CONCUSSION (Peter Landesman, 2015)

Pennsylvania’s Allegheny County Coroner’s Office seems like an unlikely place for a challenger to the National Football League to emerge, yet that’s where Dr. Bennet Omalu (Will Smith) makes an important discovery in CONCUSSION. The Nigerian immigrant and absurdly well-educated neuropathologist has no particular interest in or objection to the American sport until he performs an autopsy on former Pittsburgh Steelers great Mike Webster (David Morse). Omalu believes that repeated blows to the head are responsible for causing the early dementia Webster experienced. He publishes his findings on chronic traumatic encephalopathy, or CTE, and naϊvely believes the NFL will be grateful to learn about risks to their players’ health.

Fair or not, CONCUSSION does not compare favorably to SPOTLIGHT, another recent process film about exposing a systemic problem that leaders have hidden or ignored. CONCUSSION well-assembled but indistinct scenes of research in the first half show Omalu working at personal and financial cost to find out why professional football players are exhibiting such unusual psychological distress that result in premature deaths. He pursues the answer to a question not being asked and arrives at a conclusion that could threaten a hugely profitable corporation. When it sticks to the work Omalu does in the morgue and at his kitchen table, CONCUSSION grants a glimpse into the thankless efforts that go into producing such a study.

After Omalu and colleagues have published, CONCUSSION falls prey to the trap of needing to make the NFL into the proverbial moustache-twirling fat cat villains with pervasive menacing influence like one of James Bond’s SPECTRE foes. There are intimations that the league may have a hand in the FBI leveling trumped up charges at Omalu’s boss Dr. Cyril Wecht (Albert Brooks) to remove him from office and coming after the good doctor too. CONCUSSION also suggests the possibility of he and his girlfriend-turned wife Prema (Gugu Mbatha-Raw) being followed. Such finger-pointing and dramatic turns pull CONCUSSION into thriller territory that is at odds with the research and policy matters at hand.

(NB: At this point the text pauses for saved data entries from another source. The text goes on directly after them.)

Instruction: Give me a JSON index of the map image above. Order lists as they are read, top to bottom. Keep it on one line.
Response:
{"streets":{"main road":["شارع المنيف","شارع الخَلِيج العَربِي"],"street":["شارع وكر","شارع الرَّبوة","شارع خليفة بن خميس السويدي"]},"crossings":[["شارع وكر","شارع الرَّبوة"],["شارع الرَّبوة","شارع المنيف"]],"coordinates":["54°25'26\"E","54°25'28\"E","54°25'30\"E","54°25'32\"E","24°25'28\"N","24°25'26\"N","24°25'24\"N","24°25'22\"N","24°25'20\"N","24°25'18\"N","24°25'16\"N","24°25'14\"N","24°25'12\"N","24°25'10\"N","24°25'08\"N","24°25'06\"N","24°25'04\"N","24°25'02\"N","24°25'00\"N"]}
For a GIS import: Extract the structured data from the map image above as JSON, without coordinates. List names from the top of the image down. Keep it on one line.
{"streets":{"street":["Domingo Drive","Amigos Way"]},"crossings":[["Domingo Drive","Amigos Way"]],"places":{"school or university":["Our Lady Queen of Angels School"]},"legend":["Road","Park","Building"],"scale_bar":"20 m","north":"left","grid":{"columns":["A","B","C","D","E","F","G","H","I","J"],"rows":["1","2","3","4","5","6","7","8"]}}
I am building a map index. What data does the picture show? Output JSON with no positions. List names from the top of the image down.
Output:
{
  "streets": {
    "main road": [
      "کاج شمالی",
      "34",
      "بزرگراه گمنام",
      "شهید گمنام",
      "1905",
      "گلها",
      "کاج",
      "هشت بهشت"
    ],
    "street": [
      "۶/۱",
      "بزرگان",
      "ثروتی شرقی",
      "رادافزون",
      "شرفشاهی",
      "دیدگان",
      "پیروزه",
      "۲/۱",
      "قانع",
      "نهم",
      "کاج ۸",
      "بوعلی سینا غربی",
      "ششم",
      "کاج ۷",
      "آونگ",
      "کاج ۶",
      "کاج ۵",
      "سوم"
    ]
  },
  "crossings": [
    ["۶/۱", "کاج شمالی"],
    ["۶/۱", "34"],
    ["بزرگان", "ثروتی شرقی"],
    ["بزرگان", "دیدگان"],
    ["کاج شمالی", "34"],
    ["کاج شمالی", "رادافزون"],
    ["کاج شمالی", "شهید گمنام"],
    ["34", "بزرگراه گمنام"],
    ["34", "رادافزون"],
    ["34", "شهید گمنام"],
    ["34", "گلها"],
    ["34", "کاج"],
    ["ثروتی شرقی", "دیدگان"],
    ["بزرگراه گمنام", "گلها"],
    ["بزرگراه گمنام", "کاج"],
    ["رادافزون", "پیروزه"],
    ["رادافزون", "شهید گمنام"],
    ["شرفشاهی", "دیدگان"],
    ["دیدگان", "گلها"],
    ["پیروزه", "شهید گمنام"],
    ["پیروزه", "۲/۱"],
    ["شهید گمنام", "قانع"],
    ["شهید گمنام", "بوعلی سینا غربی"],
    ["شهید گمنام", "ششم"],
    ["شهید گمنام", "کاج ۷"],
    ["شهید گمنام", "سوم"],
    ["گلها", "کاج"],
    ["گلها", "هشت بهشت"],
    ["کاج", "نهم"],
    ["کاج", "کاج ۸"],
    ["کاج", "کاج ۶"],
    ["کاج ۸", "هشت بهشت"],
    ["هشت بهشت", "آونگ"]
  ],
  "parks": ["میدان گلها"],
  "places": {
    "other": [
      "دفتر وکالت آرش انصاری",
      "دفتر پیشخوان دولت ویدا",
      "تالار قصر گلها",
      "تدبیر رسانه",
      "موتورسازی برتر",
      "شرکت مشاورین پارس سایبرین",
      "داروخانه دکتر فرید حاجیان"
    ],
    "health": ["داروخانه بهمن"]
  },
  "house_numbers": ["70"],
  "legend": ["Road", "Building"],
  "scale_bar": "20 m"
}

CONCUSSION succeeds in showing the toll football took on some gridiron heroes and their families, but ultimately the story belongs to Omalu. Smith portrays him as a gentle and generous man, but the film and performance struggle to develop him beyond being an honorable do-gooder. Omalu’s romance with Prema generates some nice moments, especially when he talks about being an outsider, yet these scenes stray from the film’s focus.